Very well said, Master Penfil! I'm always perplexed by anyone rejecting available knowledge that could better inform their own understanding of what they're doing...  but clearly, it happens, for whatever reason. I think the important thing is that others who are thinking about this question, in connection with this thread and maybe some others pertaining to kata, realize the value in seeking out the historical source of these forms and the associated technical analysis that went into their construction. The knowledge is there, and available; why turn your back on it?


----------



## Chizikunbo

> Exactly. TSD incorporates, in its teaching, things from many other martial arts. I respect that and admire that about my art. *But the fact remains that I can learn these without having to study or cross-train with another martial art.*



JT, the statement in *bold* if flat out untrue. I could not teach you another language if I did not speak it. To expand on Master Penfil's post, learning martial arts and bunkai is like learning a new language, we can use English as an example. The English language is a composite of many different languages, latin for one plays a huge role, in being the root of many of our modern words. Now if we look at a word, _Psychology_ for instance. I live in a somewhat rural area of Missouri, outside of Kansas City, I have heard many people use the word _Psychology_ in conversational speech, and I know that many of those people could not tell me exactly what _Psychology_ is actually all about, they sort of know, and can reference it in speech, but without an actual study of the word you cannot know exactly what it is.
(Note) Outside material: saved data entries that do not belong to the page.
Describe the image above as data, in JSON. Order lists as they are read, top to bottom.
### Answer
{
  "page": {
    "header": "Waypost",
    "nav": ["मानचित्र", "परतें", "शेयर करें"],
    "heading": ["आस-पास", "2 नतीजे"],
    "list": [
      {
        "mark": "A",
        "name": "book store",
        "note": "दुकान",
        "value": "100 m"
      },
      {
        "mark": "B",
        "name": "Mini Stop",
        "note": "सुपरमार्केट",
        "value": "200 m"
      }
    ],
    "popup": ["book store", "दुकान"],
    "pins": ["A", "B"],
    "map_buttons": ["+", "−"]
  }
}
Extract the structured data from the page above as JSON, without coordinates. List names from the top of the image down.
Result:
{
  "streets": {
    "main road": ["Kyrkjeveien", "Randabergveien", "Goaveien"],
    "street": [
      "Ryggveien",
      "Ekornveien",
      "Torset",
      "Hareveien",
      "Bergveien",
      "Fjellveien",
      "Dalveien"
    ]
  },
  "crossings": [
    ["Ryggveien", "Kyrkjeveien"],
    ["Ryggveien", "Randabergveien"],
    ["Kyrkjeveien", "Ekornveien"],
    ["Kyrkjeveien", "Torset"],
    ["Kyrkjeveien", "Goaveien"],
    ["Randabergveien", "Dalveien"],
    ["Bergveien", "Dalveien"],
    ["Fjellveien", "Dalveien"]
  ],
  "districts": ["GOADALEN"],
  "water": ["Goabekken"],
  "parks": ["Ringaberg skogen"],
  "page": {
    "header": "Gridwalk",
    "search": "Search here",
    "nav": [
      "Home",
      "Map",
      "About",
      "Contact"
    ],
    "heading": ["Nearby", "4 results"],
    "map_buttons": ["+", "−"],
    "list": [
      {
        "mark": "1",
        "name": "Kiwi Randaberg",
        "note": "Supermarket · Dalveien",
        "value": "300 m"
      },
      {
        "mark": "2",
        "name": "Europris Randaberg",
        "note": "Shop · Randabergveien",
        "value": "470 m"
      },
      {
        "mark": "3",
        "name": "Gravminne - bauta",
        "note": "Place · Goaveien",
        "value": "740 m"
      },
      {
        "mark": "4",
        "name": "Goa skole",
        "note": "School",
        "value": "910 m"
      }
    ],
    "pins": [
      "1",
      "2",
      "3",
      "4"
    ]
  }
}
If we research and know the roots of the word, we get _psycho_ and _logos_. _psycho_ is a latin word meaning "mind" and _logos_ is a latin word meaning "the study of", so this would define _Psychology_ as "the study of the mind". We dont use the word PSYCHOLOGOS of course, as that would be Latin, we speak English, and we use our modern English counterpart PSYCHOLOGY, but with an understanding of the root word it means the same thing. 
This is similar to Tang Soo Do and Karate, Tang Soo Do is our martial art, Karate is the root. Many people can show me "Tang Soo Do" (use the word Psychology), many fewer people could actually show me Tang Soo Do bunseok properly (what exactly Psychology is with an understanding of its roots) We do not have to speak Latin to apply the knowledge of the root words to better our understanding of our current language, but we do have to study it, and apply it. 
I practice Tang Soo Do, I have also practiced Okinawan Karate, I apply the principles of the root to better understand my current variation, and how we got there. 
The problem is, and this is a big problem, to begin most Tangsoodoin do not understand the root, they can perform their hyung, but that can not break it down in accordance with its root principles. The reasoning is twofold, first the knowledge was not there initially, as most Tang Soo Do and Tae Kwon Do trace back to Funakoshi, so the teacher could not teach the student the original intent and so on and so forth. 
Rivers Sensei and Master Penfil have described this more eloquently than I. I really liked both examples of the student working with something he did not understand (Karate) [and from here the vicious cycle continues in that if they did not know it we can not pass it on]and making his own (Tae Kwon Do and Tang Soo Do). You do not have to change your style, but you do have to gain accurate knowledge of the root, and apply it...Its the difference between being a general practicioner and an excellent practicioner, likewise you dont have to speak Latin to speak English. Likewise you can ignore Latin, and just speak English with a conceptual understanding, or you can delve deeper, understand the roots, and apply them to your knowledge, and become an excellent linguist. I hope this weird  example gets my points across ;-)

JT, it is important to note this is NOT a debate, it is simply other practicioners trying the share their accumulated knowledge after many years of practice. Many of us went down the same road you are on now (I know I did, until after some convincing I was pointed down a different path), but somewhere along the line looked at the bigger picture.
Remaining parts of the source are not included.